Last but not least, American engineer Martin Cooper, head of Motorola's R&D department in the 1970s, invented the first handheld cellular mobile phone. It has been stated that Cooper's vision for the device was inspired by the Communicator of Captain Kirk in the TV series Star Trek.
Sixty years after Maclean's The Satan Bug, we realize once more how imagination becomes reality: a new lethal virus threatens to extinct the human race.
It was early evening when the phone rang at Professor's He Jiankui office in the Beijing Genomic Institute.
"Gonkxi ("Congratulations" in Chinese)! I am happy to inform you that our patient has just given birth to two healthy and beautiful twins".
Jiankui recognized the voice at once - Dr. Ching, director of the maternity ward at Zhauxin Medical Center. The young professor jumped out of his chair.
"What wonderful news, Doctor!" he exclaimed. "I am on my way. And don't forget to register them as Lulu and Nana".

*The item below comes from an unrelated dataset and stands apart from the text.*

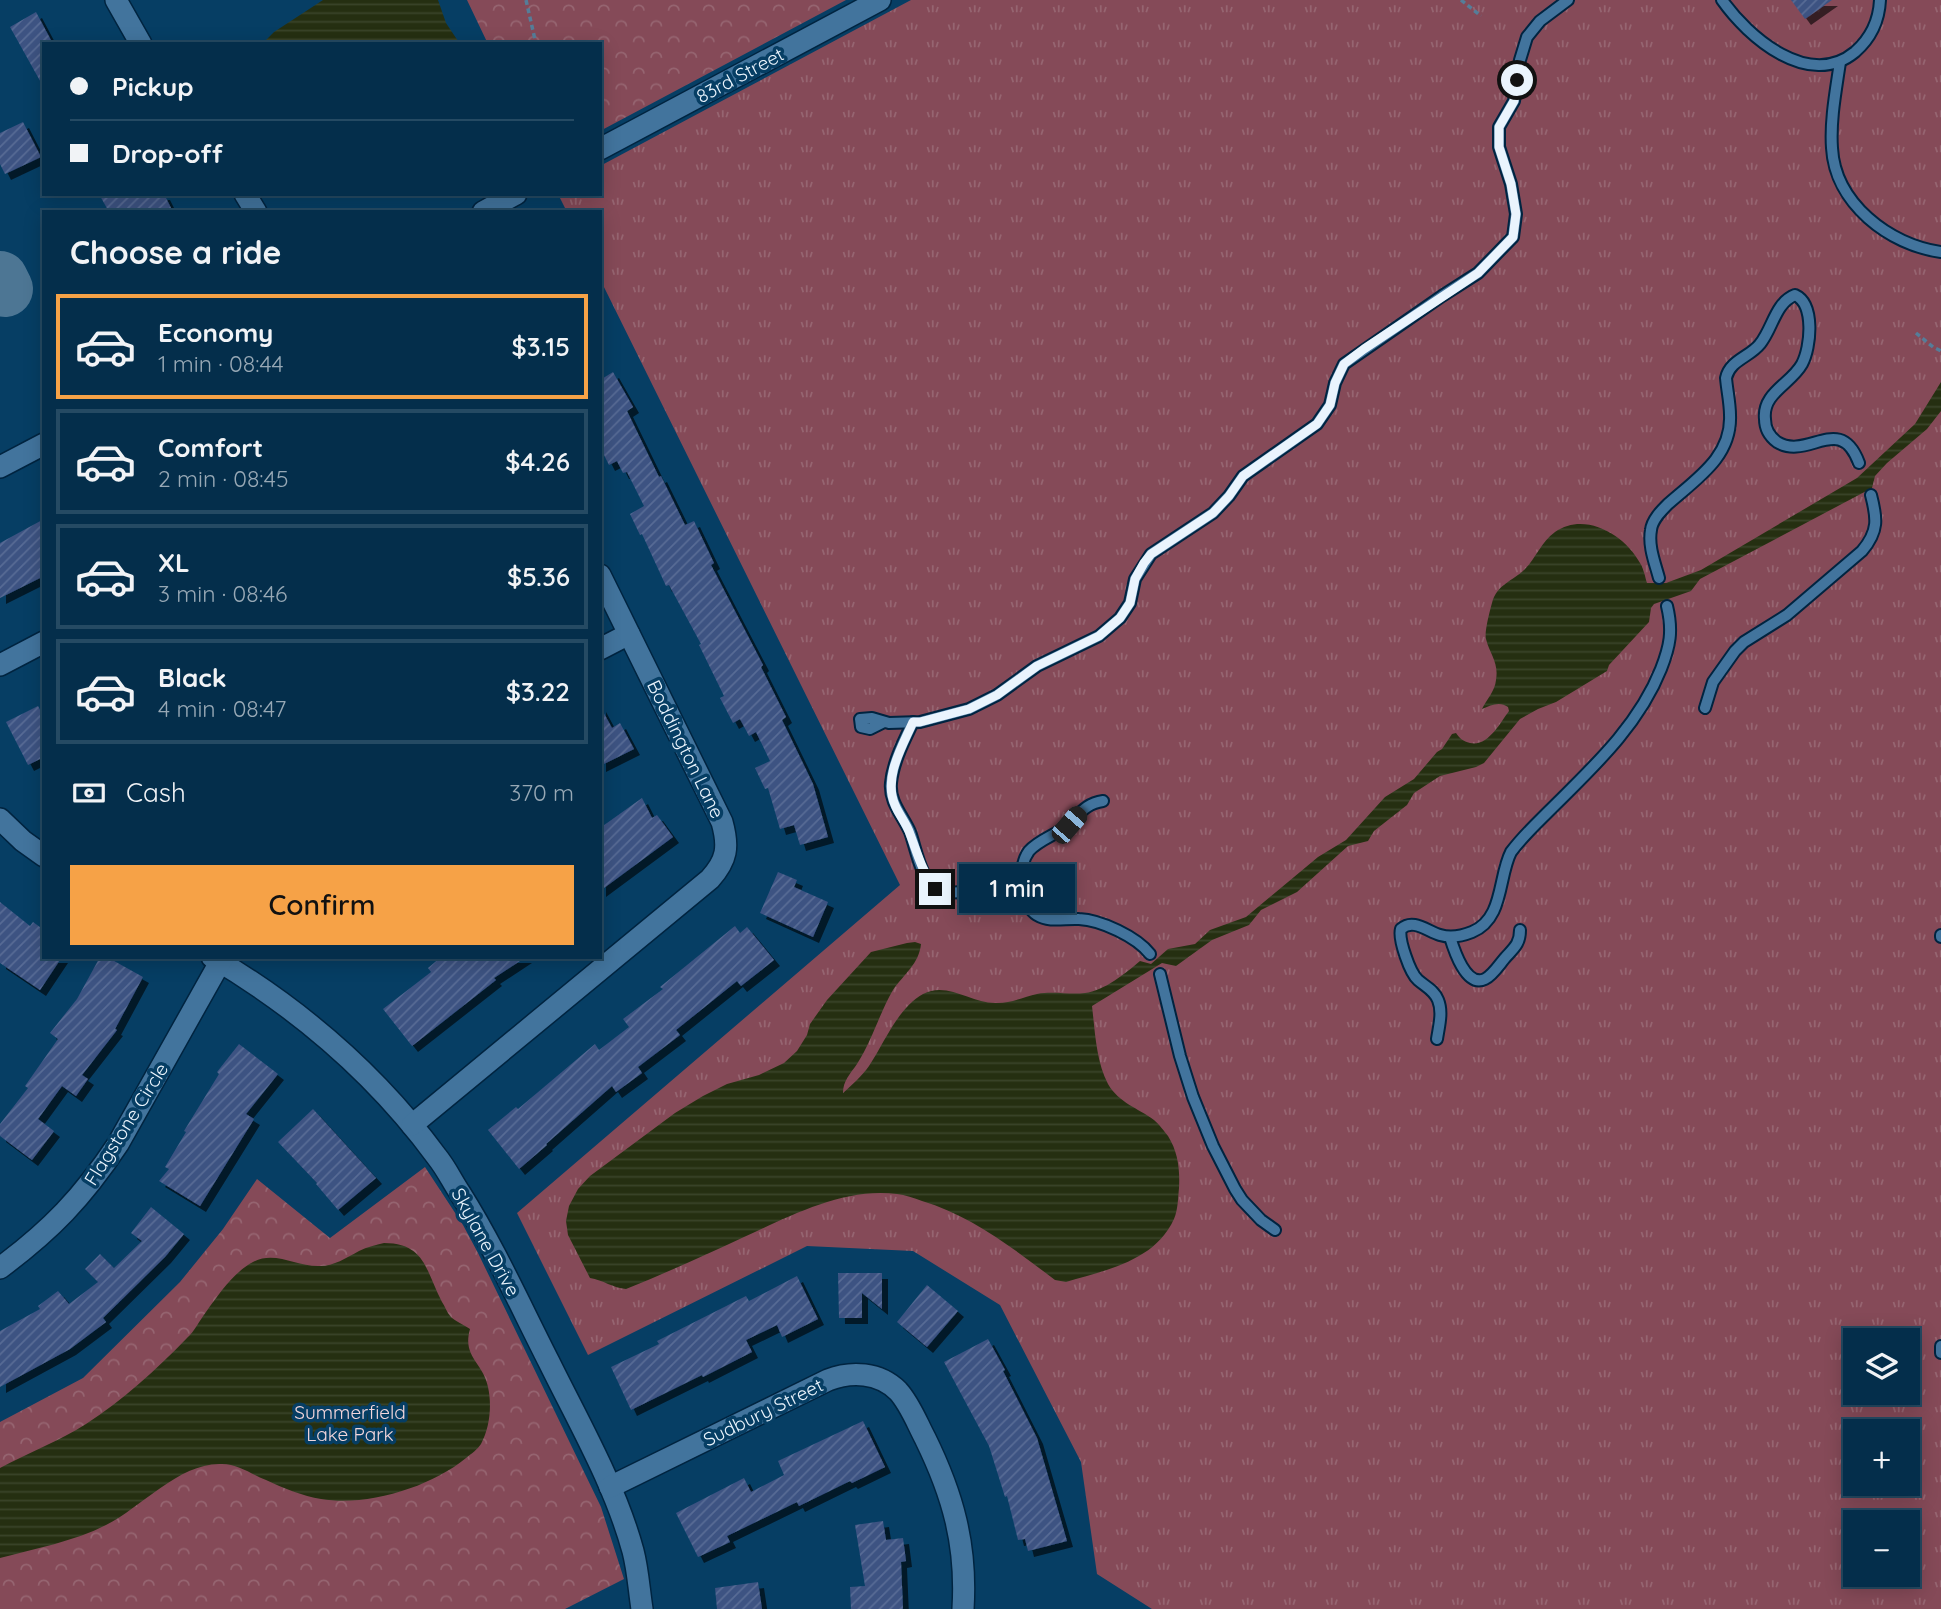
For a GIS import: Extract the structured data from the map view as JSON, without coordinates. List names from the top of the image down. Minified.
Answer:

Three hours later, after greeting the excited parents and taking a brief look at the newborns, he returned to his office, set to share the breaking news with the world.
It was indeed a major breakthrough in human genome research. In the video he uploaded to Youtube, Prof. Jiankui presented the twin girls as the first human genetically modified babies. Since the future father was diagnosed as HIV-Positive, Prof. Jiankui cut off a section of the embryos' DNA chain, which enables the HIV virus to attack the immune system, by using a technology known as CRISPR-Cas9. Then the embryos were implanted in their mother's womb. The genetic edition made the twins immune to AIDS for the rest of their lives.

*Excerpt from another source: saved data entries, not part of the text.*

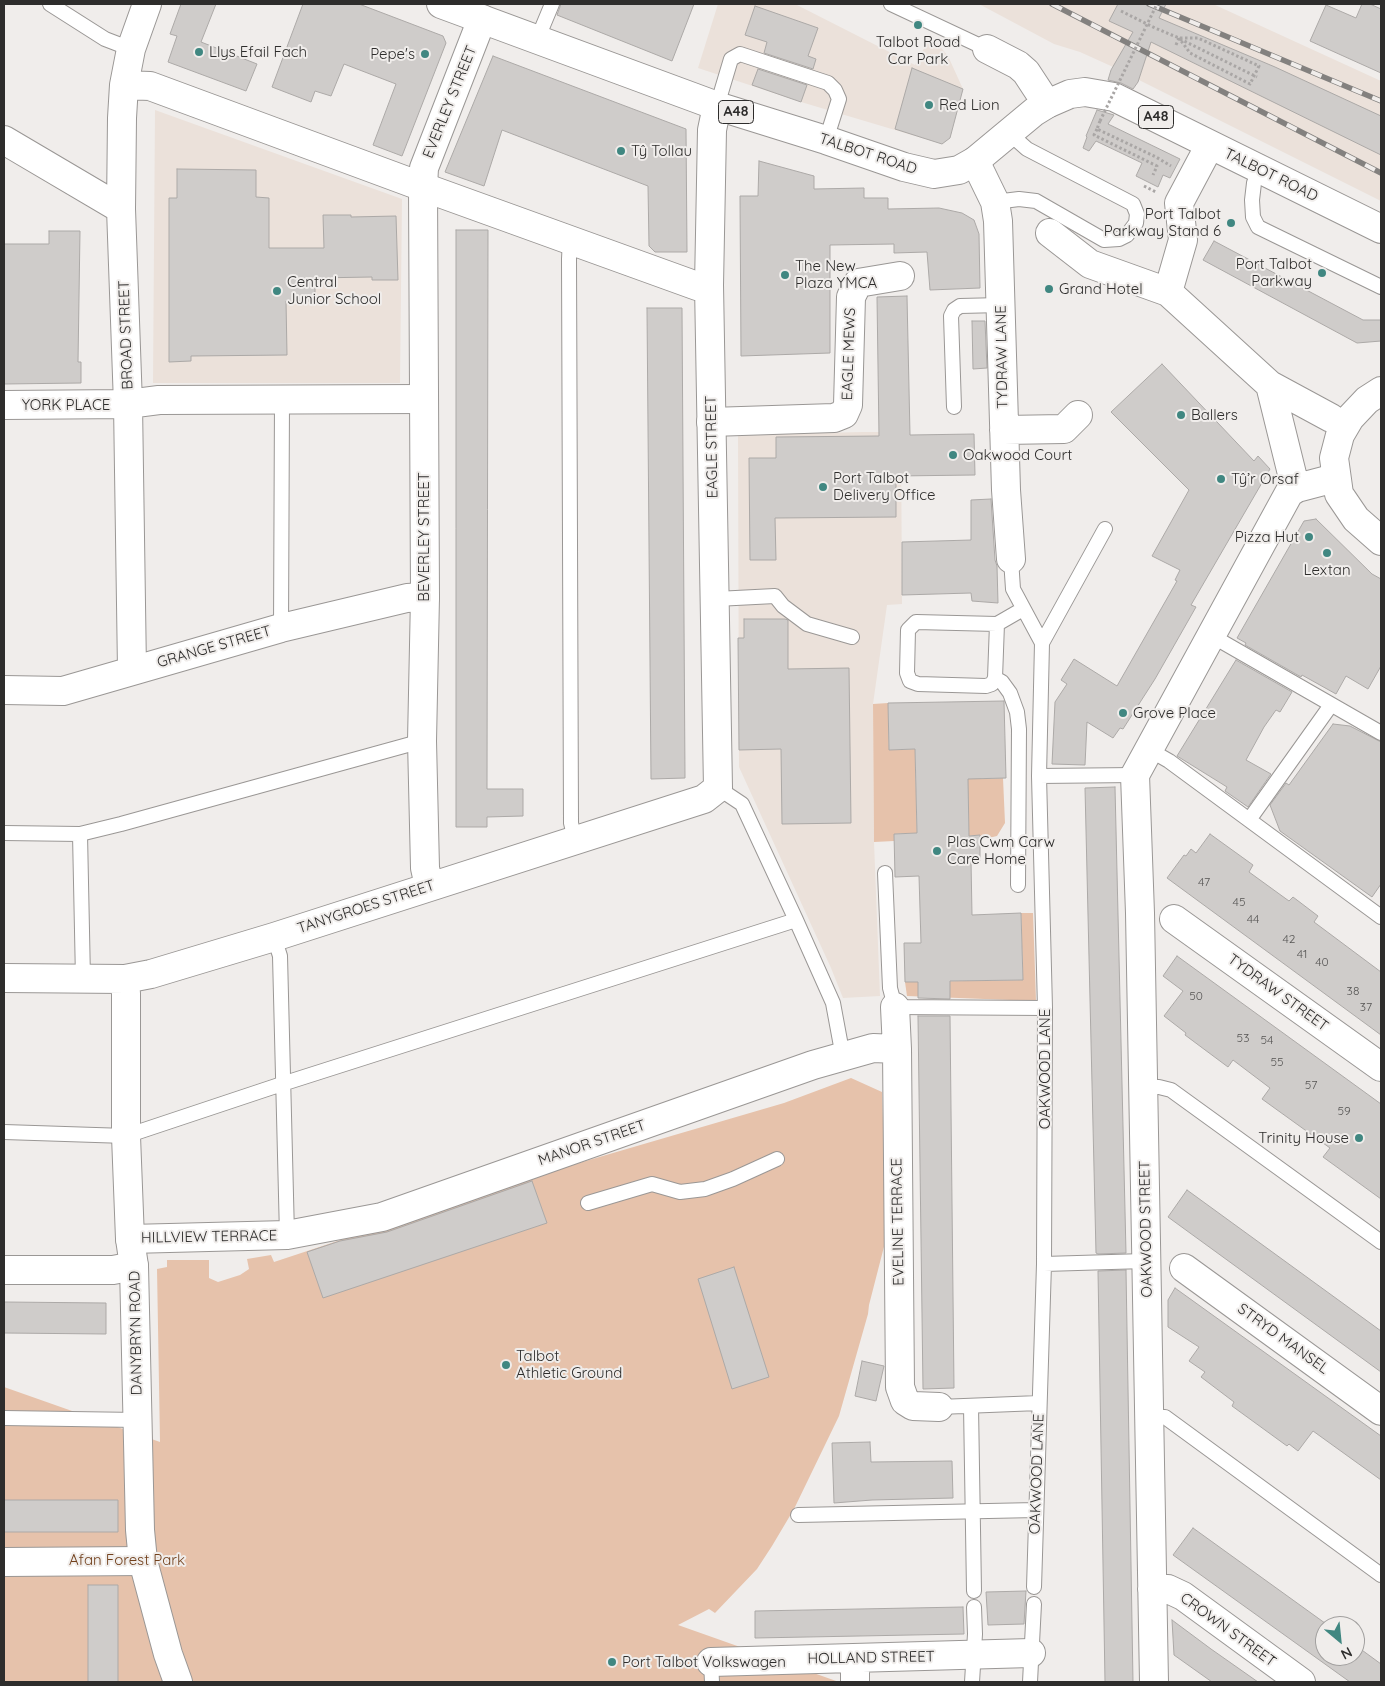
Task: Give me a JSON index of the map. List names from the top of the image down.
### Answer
{
  "streets": {
    "street": [
      "EVERLEY STREET",
      "A48",
      "TALBOT ROAD",
      "BROAD STREET",
      "EAGLE MEWS",
      "TYDRAW LANE",
      "YORK PLACE",
      "EAGLE STREET",
      "BEVERLEY STREET",
      "GRANGE STREET",
      "TANYGROES STREET",
      "TYDRAW STREET",
      "MANOR STREET",
      "EVELINE TERRACE",
      "OAKWOOD STREET",
      "HILLVIEW TERRACE",
      "DANYBRYN ROAD",
      "STRYD MANSEL",
      "CROWN STREET",
      "HOLLAND STREET"
    ],
    "lane": ["OAKWOOD LANE"]
  },
  "crossings": [
    ["EVERLEY STREET", "TALBOT ROAD"],
    ["EVERLEY STREET", "BEVERLEY STREET"],
    ["TALBOT ROAD", "TYDRAW LANE"],
    ["TALBOT ROAD", "EAGLE STREET"],
    ["BROAD STREET", "YORK PLACE"],
    ["BROAD STREET", "GRANGE STREET"],
    ["EAGLE MEWS", "EAGLE STREET"],
    ["YORK PLACE", "BEVERLEY STREET"],
    ["EAGLE STREET", "TANYGROES STREET"],
    ["BEVERLEY STREET", "GRANGE STREET"],
    ["BEVERLEY STREET", "TANYGROES STREET"],
    ["TANYGROES STREET", "DANYBRYN ROAD"],
    ["MANOR STREET", "EVELINE TERRACE"],
    ["MANOR STREET", "HILLVIEW TERRACE"],
    ["OAKWOOD STREET", "CROWN STREET"],
    ["HILLVIEW TERRACE", "DANYBRYN ROAD"]
  ],
  "parks": ["Afan Forest Park"],
  "places": [
    "Talbot Road Car Park",
    "Llys Efail Fach",
    "Pepe's",
    "Red Lion",
    "Tŷ Tollau",
    "Port Talbot Parkway Stand 6",
    "Port Talbot Parkway",
    "The New Plaza YMCA",
    "Grand Hotel",
    "Central Junior School",
    "Ballers",
    "Oakwood Court",
    "Tŷ’r Orsaf",
    "Port Talbot Delivery Office",
    "Pizza Hut",
    "Lextan",
    "Grove Place",
    "Plas Cwm Carw Care Home",
    "Trinity House",
    "Talbot Athletic Ground",
    "Port Talbot Volkswagen"
  ],
  "house_numbers": [
    "47",
    "45",
    "44",
    "42",
    "41",
    "40",
    "38",
    "50",
    "37",
    "53",
    "54",
    "55",
    "57",
    "59"
  ],
  "north": "bottom right"
}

The video clip soon became viral, igniting the imagination and hopes of millions of patients with hereditary or incurable diseases. Jiankui's achievement was praised as a major scientific breakthrough, and his name was mentioned as a Nobel Prize nominee. But his downfall came as fast. With the compliments came a wave of critique and condemnation from scientists and research institutes all over the world.
"It's insane and unethical! This experiment exposes healthy babies to the risks of genetic editions, with no justification whatsoever"

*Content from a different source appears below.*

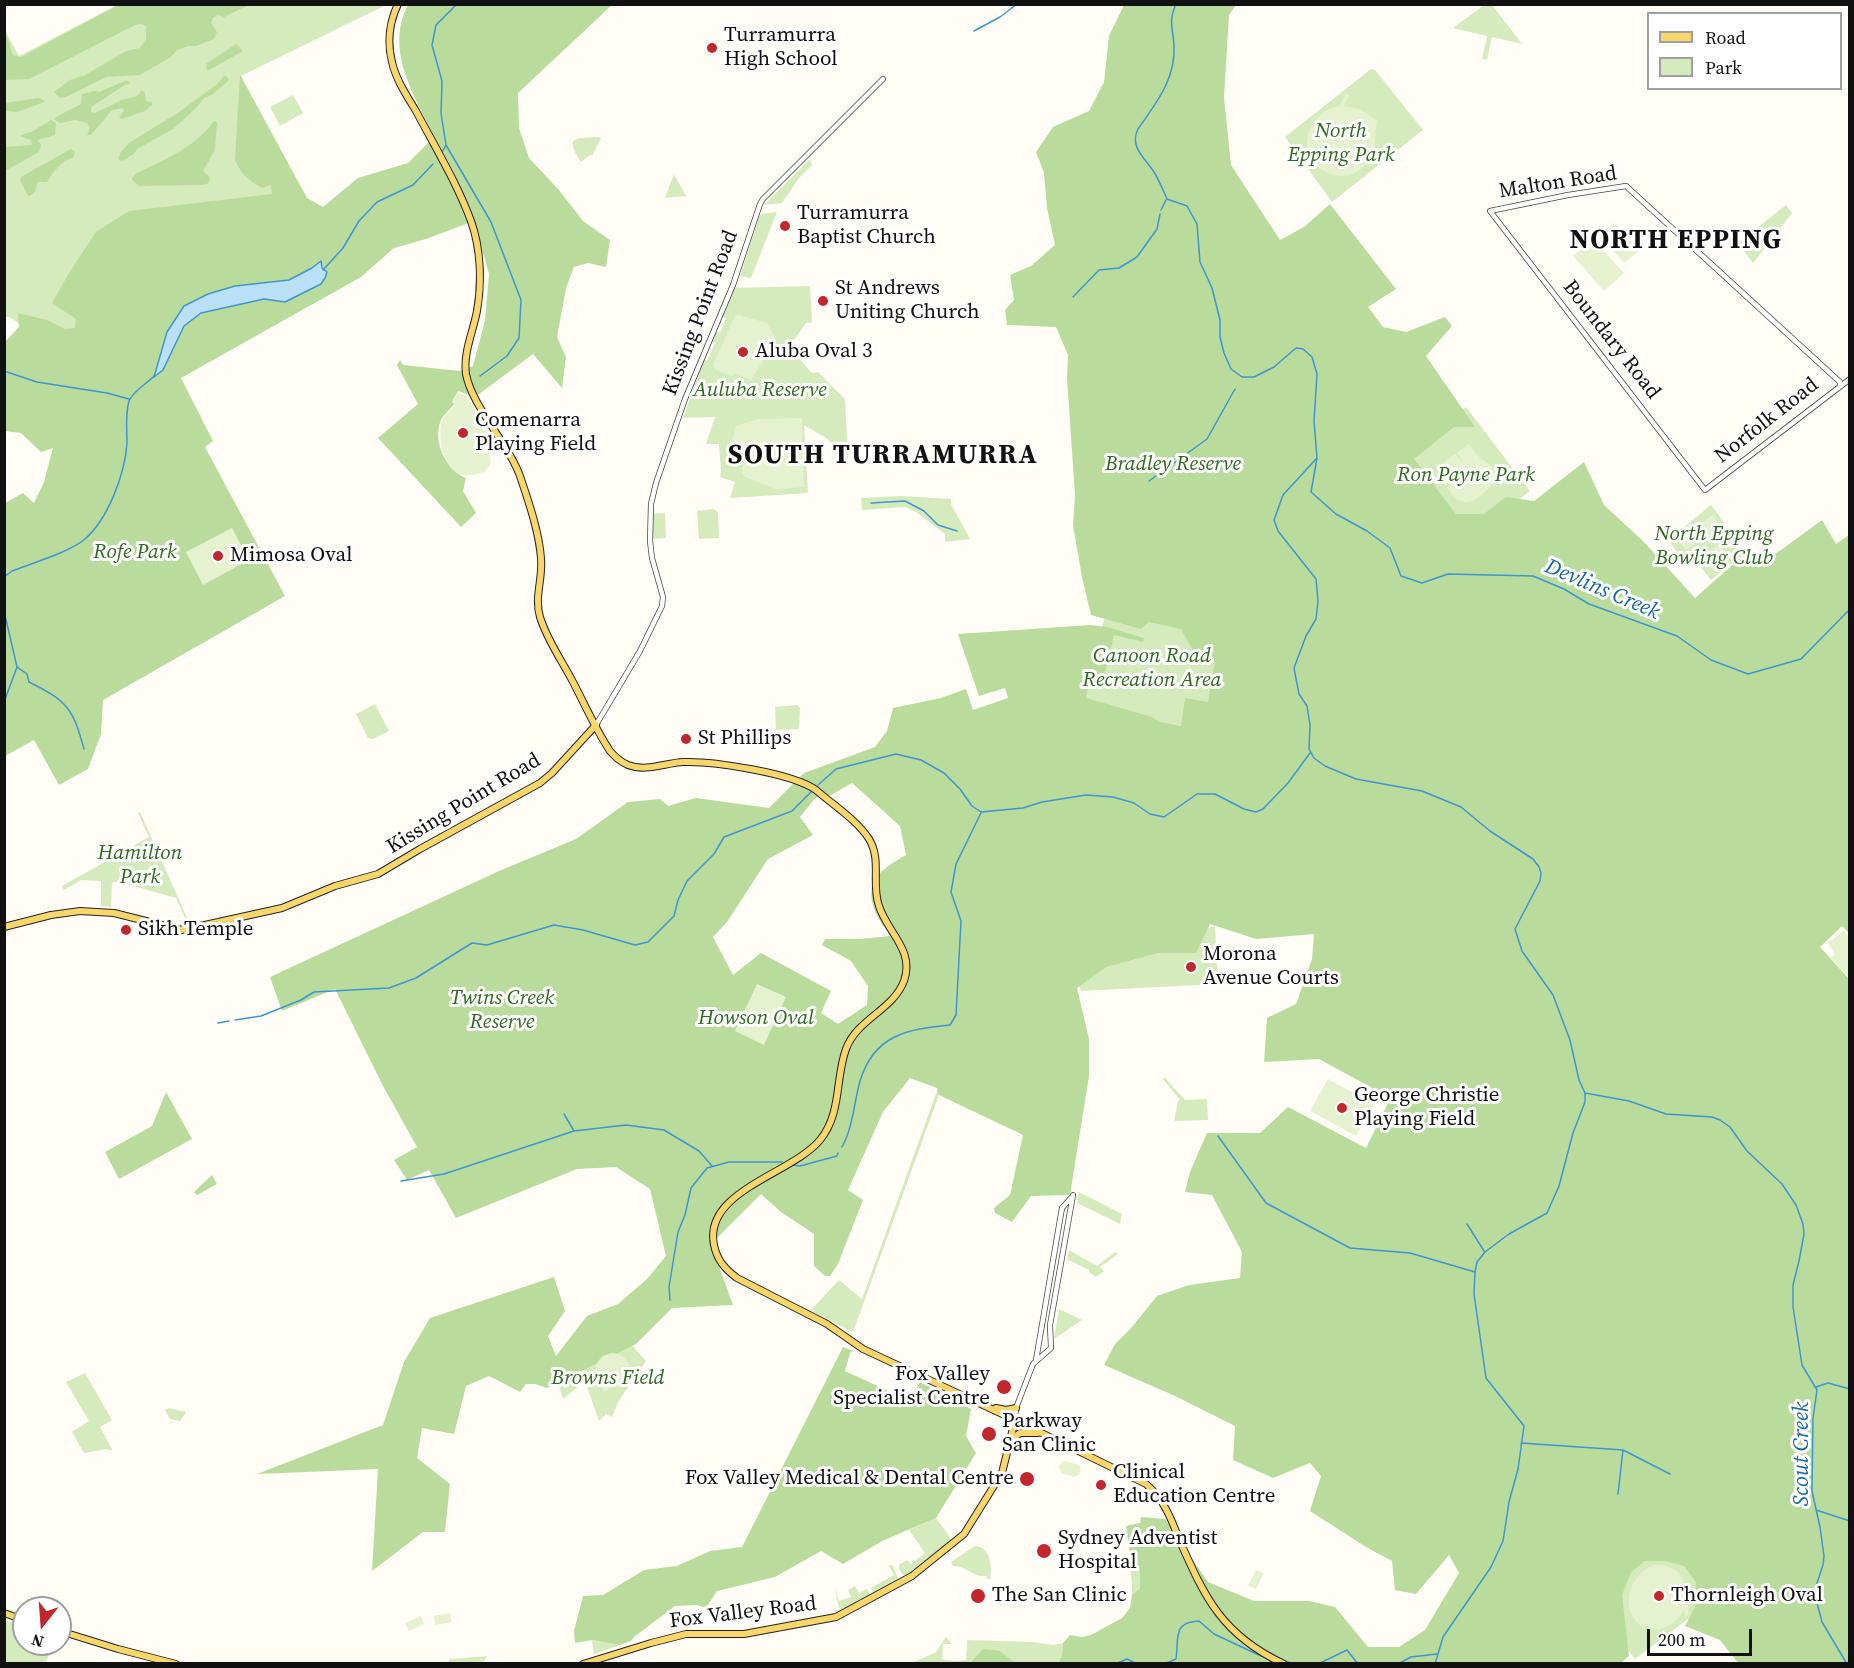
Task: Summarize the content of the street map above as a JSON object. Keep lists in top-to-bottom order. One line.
{"streets":{"main road":["Kissing Point Road","Fox Valley Road"],"street":["Malton Road","Boundary Road","Norfolk Road"]},"crossings":[["Malton Road","Boundary Road"],["Malton Road","Norfolk Road"],["Boundary Road","Norfolk Road"]],"districts":["NORTH EPPING","SOUTH TURRAMURRA"],"water":["Devlins Creek","Scout Creek"],"parks":["North Epping Park","Auluba Reserve","Bradley Reserve","Ron Payne Park","North Epping Bowling Club","Rofe Park","Canoon Road Recreation Area","Hamilton Park","Twins Creek Reserve","Howson Oval","Browns Field"],"places":["Turramurra High School","Turramurra Baptist Church","St Andrews Uniting Church","Aluba Oval 3","Comenarra Playing Field","Mimosa Oval","St Phillips","Sikh Temple","Morona Avenue Courts","George Christie Playing Field","Fox Valley Specialist Centre","Parkway San Clinic","Fox Valley Medical & Dental Centre","Clinical Education Centre","Sydney Adventist Hospital","The San Clinic","Thornleigh Oval"],"legend":["Road","Park"],"scale_bar":"200 m","north":"bottom"}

"It's the first step of a monstrous procedure that will have a destructive impact of humankind! This so-called researcher is a criminal. In any Western country, he would have been behind bars by now!"
He was nicknamed "the Chinese Frankenstein", and there were some who even threatened his life. But Prof. Jiankui didn't shy away. A month later he took part in the Second International Summit on Human Gene Editing, held in Hong Kong.
"Over the past month I have visited dozens of Chinese villages, that a third of their population is HIV-Positive", he told his audience. "Knowing that CRISPR is a life-changing procedure for those miserable villagers, made me feel proud in my experiment. Gene-editing is a therapeutic procedure and should be treated as such. We, doctors and scientists, must be on guard against any attempt to misuse this technique for eugenic purposes".
Two days later, when he returned home in the upper-class neighbourhood of Dongzhimen, his heart skipped a beat. The black police parked out front was an ominous sign. His feelings didn't mislead him. His wife Shane sat on a chair, mouth gagged, hands cuffed behind her back, eyes dilated with horror. She was surrounded by three masked men.
Before he could utter a word, one of them grabbed him forcibly, allowing his colleague to put a black yuta sack on Jiankui's head. The last thing he remembered before losing consciousness, was being dragged to the van outside.
The next day, the official state-run news agency Xinhua announced that the police arrested Prof. He Jiankui and two of his research team, on charges of violating the medical code of ethics. They were tried at a speedy trial and sentenced to three to five years in prison.